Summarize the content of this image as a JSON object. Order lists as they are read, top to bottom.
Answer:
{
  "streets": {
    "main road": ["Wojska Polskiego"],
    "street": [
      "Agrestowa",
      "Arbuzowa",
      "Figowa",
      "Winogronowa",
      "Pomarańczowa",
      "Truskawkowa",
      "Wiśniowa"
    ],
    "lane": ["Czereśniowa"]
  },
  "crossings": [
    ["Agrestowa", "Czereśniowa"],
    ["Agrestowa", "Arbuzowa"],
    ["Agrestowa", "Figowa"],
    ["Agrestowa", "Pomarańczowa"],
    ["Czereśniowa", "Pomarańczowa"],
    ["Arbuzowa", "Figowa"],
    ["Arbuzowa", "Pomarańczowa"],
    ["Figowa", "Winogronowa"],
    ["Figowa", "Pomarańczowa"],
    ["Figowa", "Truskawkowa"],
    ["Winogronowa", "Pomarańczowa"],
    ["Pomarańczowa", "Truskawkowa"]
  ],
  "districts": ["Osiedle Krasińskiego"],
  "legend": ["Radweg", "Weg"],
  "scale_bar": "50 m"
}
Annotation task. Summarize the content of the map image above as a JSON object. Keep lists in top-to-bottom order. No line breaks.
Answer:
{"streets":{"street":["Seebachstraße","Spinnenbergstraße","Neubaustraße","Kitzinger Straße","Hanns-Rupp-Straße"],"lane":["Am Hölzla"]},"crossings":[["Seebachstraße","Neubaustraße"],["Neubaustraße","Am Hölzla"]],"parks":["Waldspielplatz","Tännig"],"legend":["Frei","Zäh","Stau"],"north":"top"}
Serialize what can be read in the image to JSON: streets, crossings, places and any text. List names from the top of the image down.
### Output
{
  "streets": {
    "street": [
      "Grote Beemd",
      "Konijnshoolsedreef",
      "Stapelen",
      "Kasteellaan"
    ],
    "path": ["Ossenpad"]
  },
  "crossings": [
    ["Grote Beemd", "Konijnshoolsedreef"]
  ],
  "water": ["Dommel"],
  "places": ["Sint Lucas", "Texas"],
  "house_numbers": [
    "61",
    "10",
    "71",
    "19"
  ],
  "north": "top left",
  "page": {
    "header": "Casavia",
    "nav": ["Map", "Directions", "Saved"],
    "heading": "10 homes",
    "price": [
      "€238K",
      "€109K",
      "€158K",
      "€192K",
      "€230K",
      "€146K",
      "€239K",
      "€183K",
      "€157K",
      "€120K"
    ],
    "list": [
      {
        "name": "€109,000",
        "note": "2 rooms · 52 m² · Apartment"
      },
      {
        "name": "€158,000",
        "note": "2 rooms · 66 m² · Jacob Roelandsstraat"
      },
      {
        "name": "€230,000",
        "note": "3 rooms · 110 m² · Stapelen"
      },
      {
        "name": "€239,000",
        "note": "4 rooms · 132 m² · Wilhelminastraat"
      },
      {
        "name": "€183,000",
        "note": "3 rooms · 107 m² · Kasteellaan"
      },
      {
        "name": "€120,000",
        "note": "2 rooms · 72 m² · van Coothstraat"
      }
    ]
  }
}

************

*YOUR INSTRUCTIONS:* Mind each word and retype the entire listing above.

*SOLUTION BELOW:*
Summarize the content of this image as a JSON object. Order lists as they are read, top to bottom.
Answer:
{
  "streets": {
    "main road": ["Wojska Polskiego"],
    "street": [
      "Agrestowa",
      "Arbuzowa",
      "Figowa",
      "Winogronowa",
      "Pomarańczowa",
      "Truskawkowa",
      "Wiśniowa"
    ],
    "lane": ["Czereśniowa"]
  },
  "crossings": [
    ["Agrestowa", "Czereśniowa"],
    ["Agrestowa", "Arbuzowa"],
    ["Agrestowa", "Figowa"],
    ["Agrestowa", "Pomarańczowa"],
    ["Czereśniowa", "Pomarańczowa"],
    ["Arbuzowa", "Figowa"],
    ["Arbuzowa", "Pomarańczowa"],
    ["Figowa", "Winogronowa"],
    ["Figowa", "Pomarańczowa"],
    ["Figowa", "Truskawkowa"],
    ["Winogronowa", "Pomarańczowa"],
    ["Pomarańczowa", "Truskawkowa"]
  ],
  "districts": ["Osiedle Krasińskiego"],
  "legend": ["Radweg", "Weg"],
  "scale_bar": "50 m"
}
Annotation task. Summarize the content of the map image above as a JSON object. Keep lists in top-to-bottom order. No line breaks.
Answer:
{"streets":{"street":["Seebachstraße","Spinnenbergstraße","Neubaustraße","Kitzinger Straße","Hanns-Rupp-Straße"],"lane":["Am Hölzla"]},"crossings":[["Seebachstraße","Neubaustraße"],["Neubaustraße","Am Hölzla"]],"parks":["Waldspielplatz","Tännig"],"legend":["Frei","Zäh","Stau"],"north":"top"}
Serialize what can be read in the image to JSON: streets, crossings, places and any text. List names from the top of the image down.
### Output
{
  "streets": {
    "street": [
      "Grote Beemd",
      "Konijnshoolsedreef",
      "Stapelen",
      "Kasteellaan"
    ],
    "path": ["Ossenpad"]
  },
  "crossings": [
    ["Grote Beemd", "Konijnshoolsedreef"]
  ],
  "water": ["Dommel"],
  "places": ["Sint Lucas", "Texas"],
  "house_numbers": [
    "61",
    "10",
    "71",
    "19"
  ],
  "north": "top left",
  "page": {
    "header": "Casavia",
    "nav": ["Map", "Directions", "Saved"],
    "heading": "10 homes",
    "price": [
      "€238K",
      "€109K",
      "€158K",
      "€192K",
      "€230K",
      "€146K",
      "€239K",
      "€183K",
      "€157K",
      "€120K"
    ],
    "list": [
      {
        "name": "€109,000",
        "note": "2 rooms · 52 m² · Apartment"
      },
      {
        "name": "€158,000",
        "note": "2 rooms · 66 m² · Jacob Roelandsstraat"
      },
      {
        "name": "€230,000",
        "note": "3 rooms · 110 m² · Stapelen"
      },
      {
        "name": "€239,000",
        "note": "4 rooms · 132 m² · Wilhelminastraat"
      },
      {
        "name": "€183,000",
        "note": "3 rooms · 107 m² · Kasteellaan"
      },
      {
        "name": "€120,000",
        "note": "2 rooms · 72 m² · van Coothstraat"
      }
    ]
  }
}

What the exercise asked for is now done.